A tracking system is a technology used to monitor and record the location and movement of objects or people in real-time or through a historical log. It combines a locating technology, such as GPS, BLE, or RFID, with a software system that collects, processes, and displays the data.^[1]

The primary purpose of a tracking system is to provide location-based data to improve efficiency, safety, and security across a wide range of applications. In logistics and fleet management, these systems form the core of modern telematics, enabling companies to optimize routes, monitor assets, and ensure driver safety through methods like driver scoring.^[2] They are also used for track and trace solutions in the supply chain, where they are used to ensure product integrity and combat counterfeiting.^[3] Beyond commercial use, tracking systems are integral to many consumer services, from personal item finders to ride-hailing apps.

Tracking systems fall into a few main categories, each with distinct features and applications. Some systems use lag-time indicators, collecting data after an item has passed a specific point. A common example is barcode scanning, where items are scanned at a choke point or gate.

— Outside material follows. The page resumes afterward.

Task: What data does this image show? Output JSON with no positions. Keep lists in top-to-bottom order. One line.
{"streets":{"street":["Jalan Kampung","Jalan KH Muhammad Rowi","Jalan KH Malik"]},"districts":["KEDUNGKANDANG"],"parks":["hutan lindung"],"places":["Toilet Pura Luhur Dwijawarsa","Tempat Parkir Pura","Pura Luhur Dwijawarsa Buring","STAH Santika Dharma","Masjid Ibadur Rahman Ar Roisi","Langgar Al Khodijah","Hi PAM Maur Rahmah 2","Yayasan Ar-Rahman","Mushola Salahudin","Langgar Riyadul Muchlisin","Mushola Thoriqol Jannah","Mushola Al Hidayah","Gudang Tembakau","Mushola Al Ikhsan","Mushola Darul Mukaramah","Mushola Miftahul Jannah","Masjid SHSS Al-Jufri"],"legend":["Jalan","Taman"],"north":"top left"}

In contrast, real-time or near real-time systems provide more immediate data. Global Positioning Systems (GPS), for instance, track location data continuously, with the "real-time" aspect depending on the refresh rate.

Beyond the timing of data collection, a key distinction lies in how the identification is performed. While some systems, like barcode systems, require a manual scan, others use automatic identification (auto-ID). Radio-Frequency Identification (RFID) is a prime example of auto-ID, which can automatically identify and track items without a direct line of sight.

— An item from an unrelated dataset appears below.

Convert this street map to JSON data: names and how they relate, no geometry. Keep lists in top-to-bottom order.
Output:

A challenge in implementing tracking systems is the lack of seamless integration between these technologies. Typically, different applications use separate, discrete hardware and software systems. For instance, a passive RFID system might be used to track boxes within a warehouse, while a separate GPS system with its own software is used to track the truck transporting those boxes. This often results in isolated data silos, making comprehensive, end-to-end tracking difficult.

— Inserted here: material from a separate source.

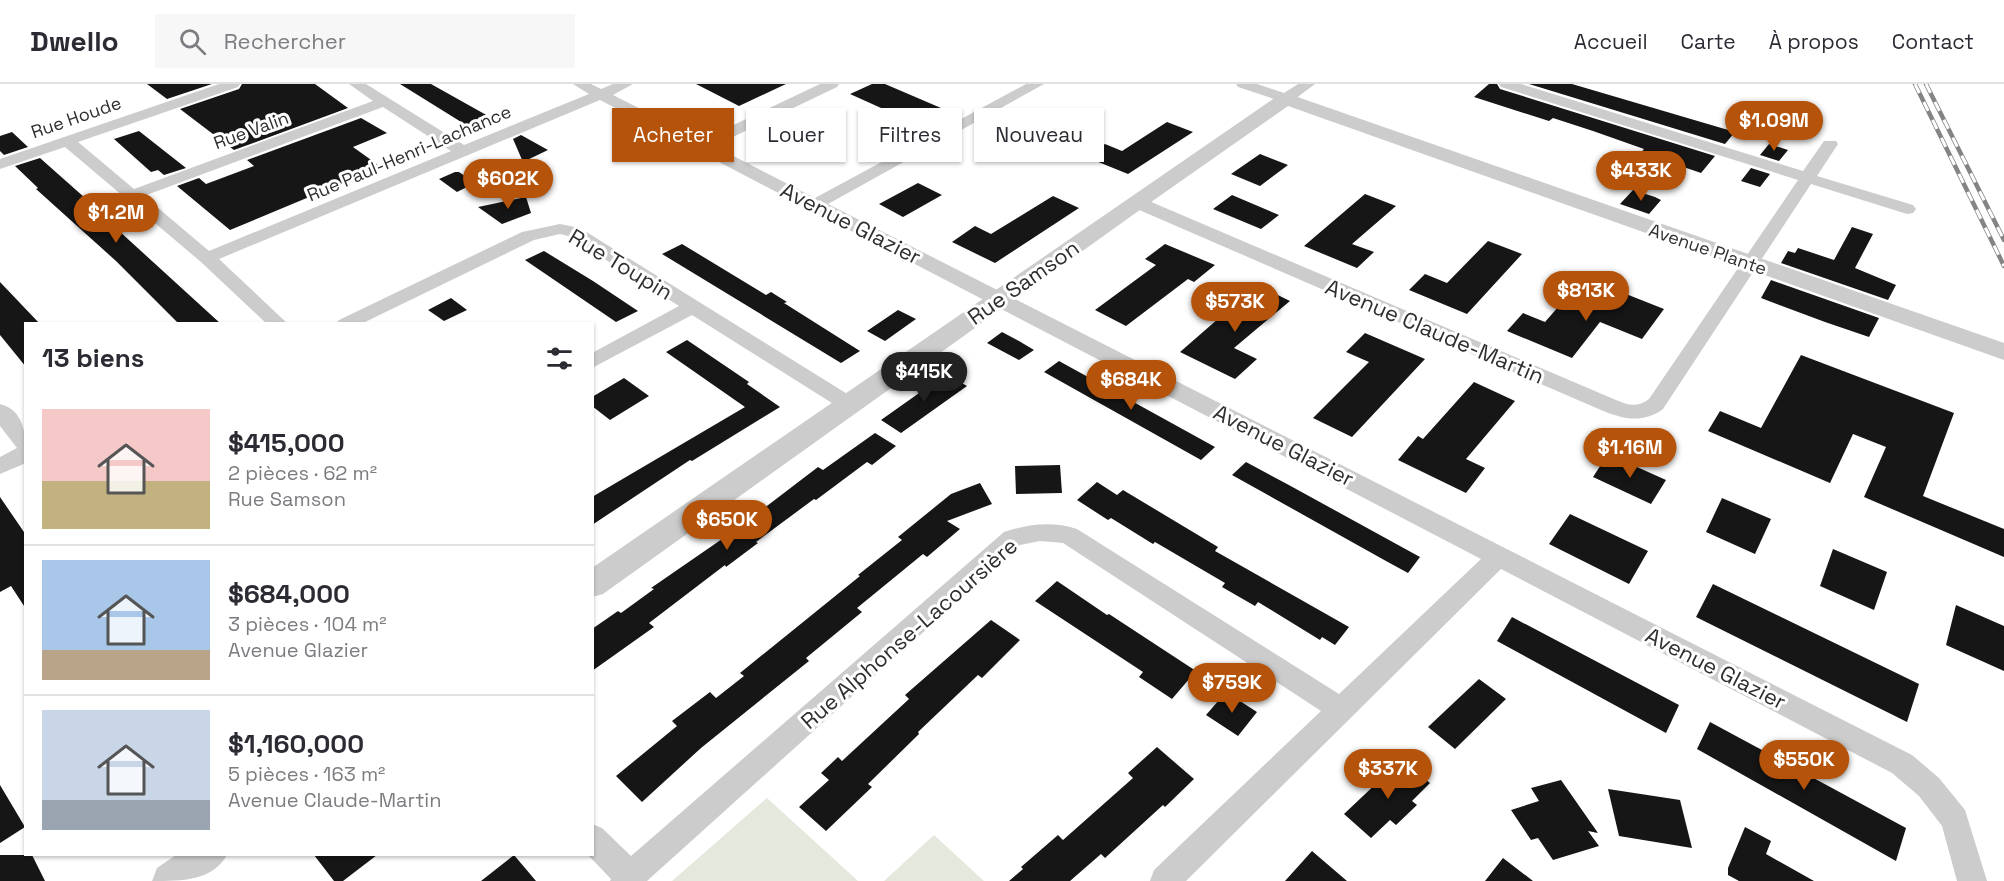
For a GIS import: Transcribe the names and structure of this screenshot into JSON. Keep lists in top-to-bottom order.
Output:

Indoors assets are tracked repetitively reading e.g. a barcode,^[4] any passive and active RFID, then, feeding read data into Work in Progress models (WIP) or Warehouse Management Systems (WMS) or ERP software. The readers required per choke point are meshed auto-ID or hand-held ID applications.

However, tracking could also be capable of providing data monitoring without being bound to a fixed location by using a cooperative tracking capability such as an RTLS.

Outdoors mobile assets of high value are tracked by choke point,^[5] 802.11, Received Signal Strength Indication (RSSI), Time Delay on Arrival (TDOA), active RFID or GPS Yard Management; feeding into either third party yard management software from the provider or to an existing system. Yard Management Systems (YMS) couple location data collected by RFID and GPS systems to help supply chain managers to optimize utilization of yard assets such as trailers and dock doors. YMS systems can use either active or passive RFID tags.

A method for managing and locating valuable tools and equipment, especially in construction and manufacturing. Tools are tagged with RFID, barcodes and for automated check-in and check-out. For larger equipment, GPS trackers and dashcams are used to prevent theft, which costs the construction industry over $1 billion annually. Another method is Bluetooth Low Energy (BLE), which is also used for tool tracking. Cost-effective BLE tags can be attached to any tool, and their signals can be read by a network of Bluetooth-enabled devices, most notably the smartphones that workers already carry.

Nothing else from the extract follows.